Secondly, in the Guardian:

Since the Industrial Revolution almost 250 years ago, Britain's economic prosperity and national energy security have depended on having access to abundant supplies of domestic energy sources such as coal, oil and natural gas.

In 2004 the UK became a net importer of natural gas for the first time. Over the last three years, according to industry experts, output in the North Sea has fallen by 38%.

After nearly 30 years of near-abundant supplies of natural gas from the North Sea, we have become more exposed and vulnerable because of our increased reliance on foreign imports of energy to meet our power-generation needs. In 2014 UK government ministers said they expect Britain to be importing nearly three-quarters of our gas needs by 2030. But it does not have to be this way for ever.
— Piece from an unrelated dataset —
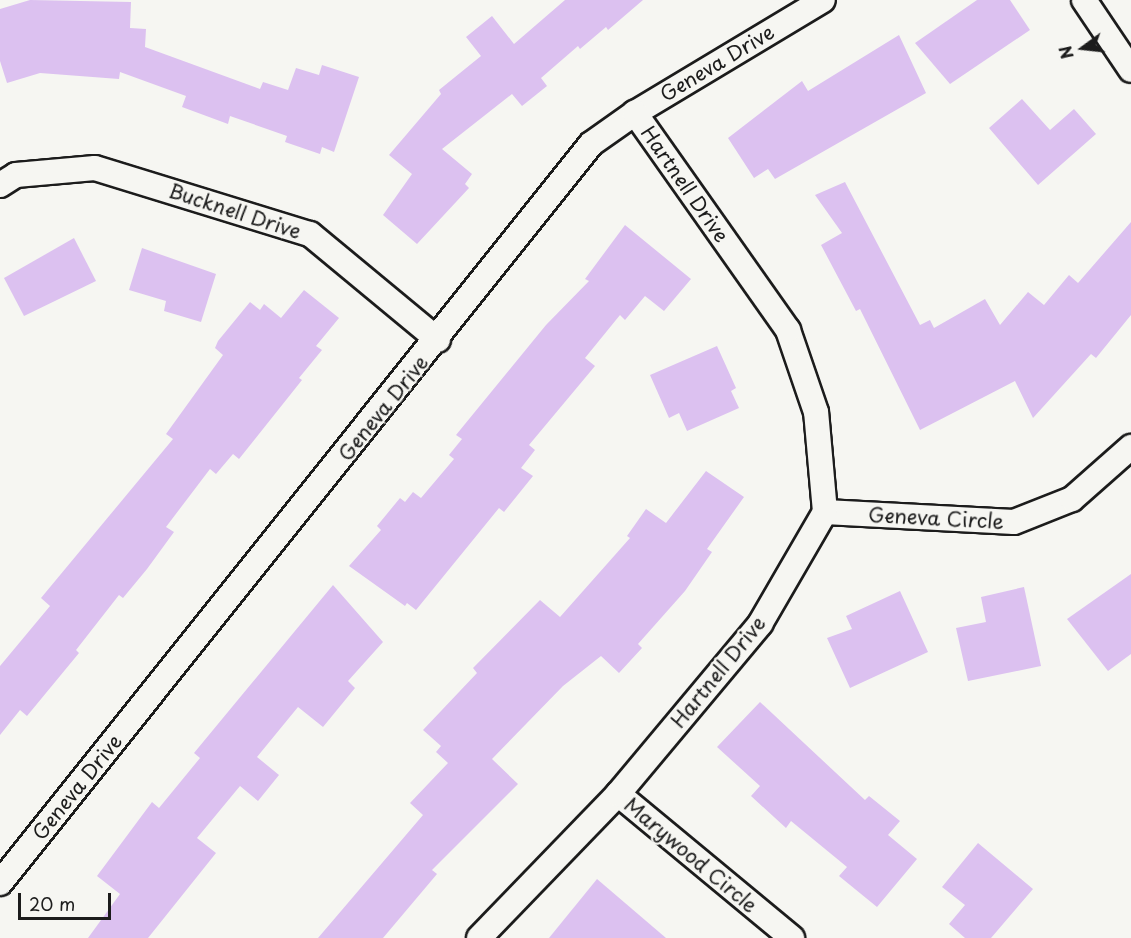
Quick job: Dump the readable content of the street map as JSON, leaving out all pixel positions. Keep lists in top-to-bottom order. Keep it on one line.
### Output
{"streets":{"street":["Geneva Drive","Hartnell Drive","Bucknell Drive","Geneva Circle","Marywood Circle"]},"crossings":[["Geneva Drive","Hartnell Drive"],["Geneva Drive","Bucknell Drive"],["Hartnell Drive","Geneva Circle"],["Hartnell Drive","Marywood Circle"]],"scale_bar":"20 m","north":"left"}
According to the independent British Geological Survey, the Bowland Basin, which covers significant parts of north-west England, currently sits on top of 1,300 trillion cubic feet of natural gas. If we extract only 10% of this valuable resource, that is enough to boost our domestic supply to meet existing demand by at least a further 25 years, according to geoscientific experts.
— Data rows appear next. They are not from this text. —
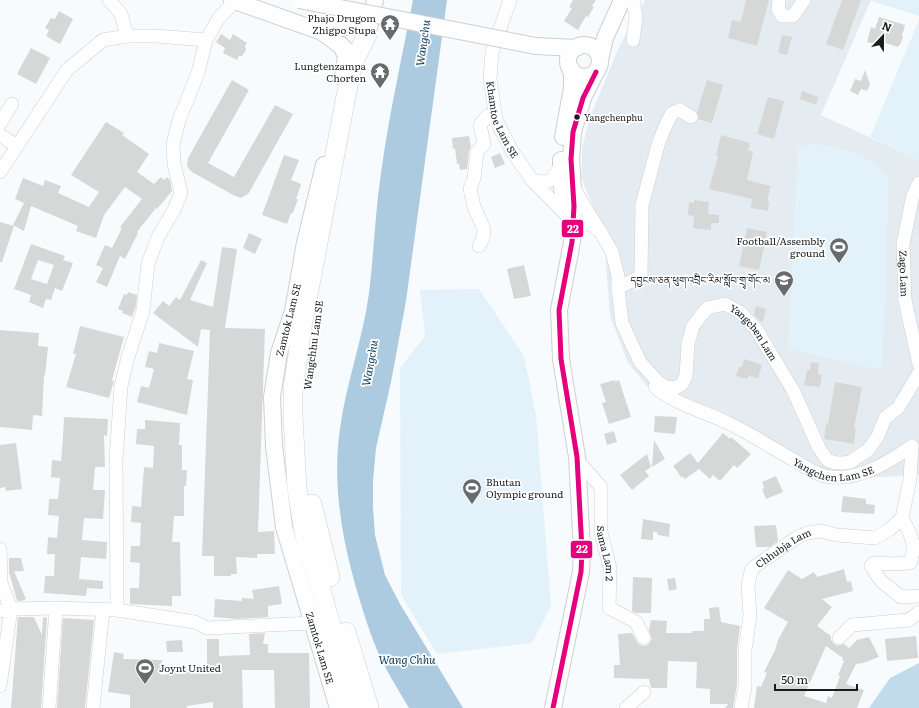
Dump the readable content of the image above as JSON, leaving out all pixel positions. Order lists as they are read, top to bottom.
{
  "streets": {
    "highway": ["Wangchhu Lam SE"],
    "main road": ["Zamtok Lam SE"],
    "street": [
      "Khamtoe Lam SE",
      "Zago Lam",
      "Yangchen Lam",
      "Yangchen Lam SE",
      "Chhubja Lam",
      "Sama Lam 2"
    ]
  },
  "crossings": [
    ["Yangchen Lam", "Yangchen Lam SE"],
    ["Yangchen Lam SE", "Chhubja Lam"]
  ],
  "water": ["Wangchu", "Wang Chhu"],
  "places": {
    "temple": ["Phajo Drugom Zhigpo Stupa", "Lungtenzampa Chorten"],
    "other": ["Yangchenphu"],
    "sports": ["Football/Assembly ground", "Bhutan Olympic ground", "Joynt United"],
    "school or university": ["དབྱངས་ཅན་ཕུག་འབྲིང་རིམ་སློབ་གྲྭ་གོང་མ"]
  },
  "lines": ["transit line 22"],
  "scale_bar": "50 m",
  "north": "top"
}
Globally high prices for commodities and recent innovations mean this is now economically and technologically possible. As geoscientists and petroleum engineers from Britain's leading academic institutions, we call on all politicians and decision-makers at all levels to put aside their political differences and focus on the undeniable economic, environmental and national security benefits on offer to the UK from the responsible development of natural gas from Lancashire's shale.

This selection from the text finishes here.